Copyright Information from The National Needlearts Association

 Don’t Copy Wrong . . . Respect Copyright!

 

COPYRIGHT IS ABOUT respecting the rights of creators supporting, honoring and cultivating creativity “There is no doubt that creativity is the most important human resource of all. Without creativity, there would be no progress, and we would be forever repeating the same patterns.” — Edward de Bono Developed by The National Needlework Association (TNNA) ©TNNA, 2003 1100-H Brandywine Blvd. • Zanesville, Ohio 43701 • 800-889-8662 www.tnna.org

 

1 Copyright is one of three main types of intellectual property. Patents refer to functional and/or utilitarian items or designs.

Patented products must be:

• totally original and novel either in function (utility patent) or form (design patent)

• not obvious

• never before seen

Patterns do not fall within this category. Fibers of unique form or composition, special processes or systems required for unique applications may, in fact, be patentable. Trademarks are words, phrases or symbols that “stand” for a given product or company. Copyright applies to “original works of authorship fixed in any tangible medium of expression.” (Copyright Act of 1976) In essence, this includes many types of arts, including NeedleArts patterns and designs.

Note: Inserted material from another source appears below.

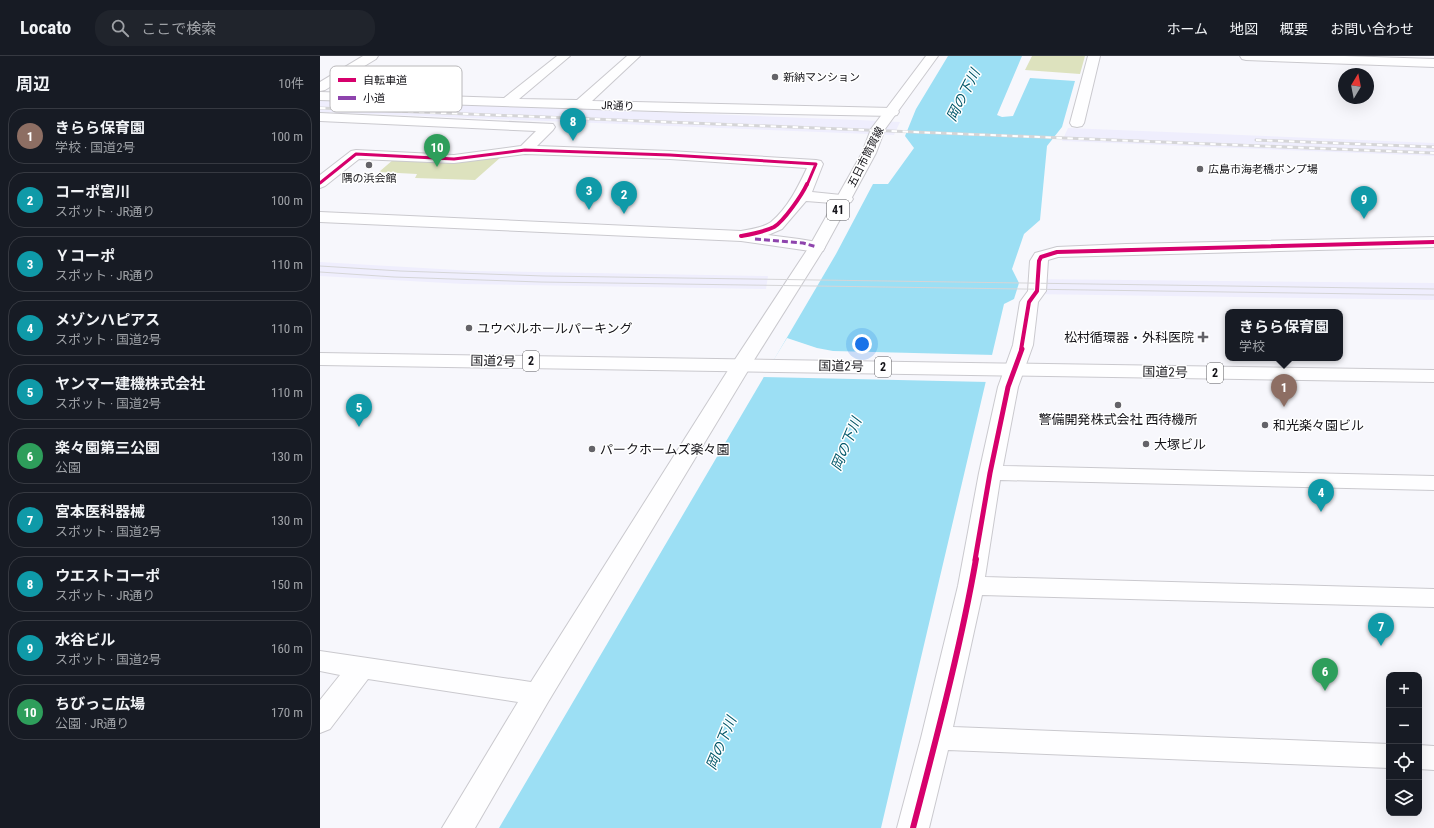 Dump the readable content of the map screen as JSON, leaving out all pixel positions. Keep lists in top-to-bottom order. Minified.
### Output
{"streets":{"main road":["JR通り","五日市筒賀線","41","国道2号","2"]},"crossings":[["JR通り","五日市筒賀線"],["五日市筒賀線","国道2号"]],"water":["岡の下川"],"places":{"other":["新納マンション","隅の浜会館","広島市海老橋ポンプ場","ユウベルホールパーキング","警備開発株式会社 西待機所","和光楽々園ビル","大塚ビル","パークホームズ楽々園"],"health":["松村循環器・外科医院"]},"legend":["自転車道","小道"],"north":"top","page":{"header":"Locato","search":"ここで検索","nav":["ホーム","地図","概要","お問い合わせ"],"heading":["周辺","10件"],"list":[{"mark":"1","name":"きらら保育園","note":"学校 · 国道2号","value":"100 m"},{"mark":"2","name":"コーポ宮川","note":"スポット · JR通り","value":"100 m"},{"mark":"3","name":"Ｙコーポ","note":"スポット · JR通り","value":"110 m"},{"mark":"4","name":"メゾンハピアス","note":"スポット · 国道2号","value":"110 m"},{"mark":"5","name":"ヤンマー建機株式会社","note":"スポット · 国道2号","value":"110 m"},{"mark":"6","name":"楽々園第三公園","note":"公園","value":"130 m"},{"mark":"7","name":"宮本医科器械","note":"スポット · 国道2号","value":"130 m"},{"mark":"8","name":"ウエストコーポ","note":"スポット · JR通り","value":"150 m"},{"mark":"9","name":"水谷ビル","note":"スポット · 国道2号","value":"160 m"},{"mark":"10","name":"ちびっこ広場","note":"公園 · JR通り","value":"170 m"}],"pins":["8","10","3","2","9","1","5","4","7","6"],"popup":["きらら保育園","学校"],"map_buttons":["+","−"]}}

According to the U.S. Copyright web site, “It does not include facts, ideas, systems, or methods of operation, although it may protect the way these things are expressed.” Copyright gives the owner the right to:

• reproduce the work

• to display the work publicly

• in some cases, attribution

• be the exclusive “seller or distributor” of the art

• create and market derivatives of the original design

• litigate anyone believed to be infringing on the copyright

 

2 Respecting the value of original designs, patterns and techniques is simply the right thing to do — for ourselves, our businesses and the NeedleArts industry.

Protecting copyright:

PROVIDES A STREAM OF REVENUE FOR CREATIVE IDEAS Customers demand exciting new designs and products. If the market for designers and publishers is not profitable, there will be no resources to support new and different ideas. Designers relying on the design process to live, will be forced to dedicate their talents elsewhere.

LEADS TO SALES Magazines give customers more than just patterns. By providing access to a wealth of information, they encourage repeat buying and inspire customers to try new ideas and buy new products. Photocopying patterns reduces revenue from magazine sales and eliminates the opportunity to expose customers to new techniques, events and trends.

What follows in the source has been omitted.